Es gibt WM-Skandale, die auf dem Platz entstehen. Und es gibt den Fall Balogun, der in einem Telefonat entstanden sein soll. Einen Tag vor dem Achtelfinale zwischen den USA und Belgien in Seattle hat die FIFA die automatische Rotsperre von US-Stürmer Folarin Balogun zur Bewährung ausgesetzt. Ein Vorgang, den es in der gesamten WM-Geschichte noch nie gab, und der das Turnier in seine erste echte Glaubwürdigkeitskrise stürzt.
Der Vorgang: Was genau passiert ist
Die Fakten zuerst. Im Sechzehntelfinale gegen Bosnien-Herzegowina (2:0) sah Balogun in der 64. Minute nach VAR-Check die glatte Rote Karte, weil er Gegenspieler Tarik Muharemovic auf das Sprunggelenk gestiegen war. Die Konsequenz ist im FIFA-Regelwerk glasklar geregelt: Artikel 66.4 des Disziplinarkatalogs sieht bei einer direkten Roten Karte eine automatische Sperre von einem Spiel vor. Ein Einspruch dagegen ist nicht möglich, Tatsachenentscheidungen des Schiedsrichters dürfen nachträglich nicht neu bewertet werden.

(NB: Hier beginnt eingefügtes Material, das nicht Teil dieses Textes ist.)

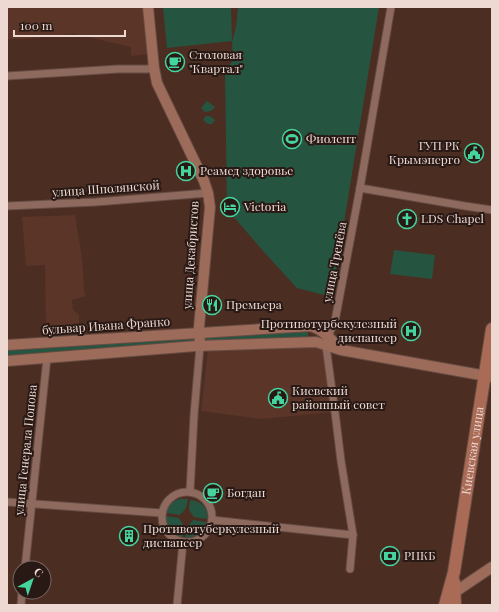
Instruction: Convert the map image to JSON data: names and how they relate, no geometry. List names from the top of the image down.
{
  "streets": {
    "main road": ["Киевская улица"],
    "street": [
      "улица Шполянской",
      "улица Декабристов",
      "улица Тренёва",
      "бульвар Ивана Франко",
      "улица Генерала Попова"
    ]
  },
  "crossings": [
    ["улица Шполянской", "улица Декабристов"],
    ["улица Декабристов", "бульвар Ивана Франко"],
    ["улица Тренёва", "бульвар Ивана Франко"],
    ["бульвар Ивана Франко", "Киевская улица"]
  ],
  "places": {
    "cafe": ["Столовая \"Квартал\"", "Богдан"],
    "sports": ["Фиолент"],
    "public building": ["ГУП РК Крымэнерго", "Киевский районный совет"],
    "hospital": ["Реамед здоровье", "Противотурбекулезный диспансер"],
    "hotel": ["Victoria"],
    "church": ["LDS Chapel"],
    "restaurant": ["Премьера"],
    "building": ["Противотуберкулезный диспансер"],
    "bank": ["РНКБ"]
  },
  "scale_bar": "100 m",
  "north": "top right"
}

In 79 vorherigen WM-Turnieren mit 179 Platzverweisen lief es immer gleich ab. Beim 180. Platzverweis der WM-Geschichte kam es anders: Am Sonntag teilte die FIFA mit, die Sperre werde unter Berufung auf Artikel 27 der Disziplinarordnung zur Bewährung ausgesetzt. Eine inhaltliche Begründung lieferte der Verband nicht. Balogun müsste die Sperre nur antreten, falls er innerhalb eines Jahres ein ähnliches Foul begeht. Er ist damit für das Achtelfinale gegen Belgien spielberechtigt.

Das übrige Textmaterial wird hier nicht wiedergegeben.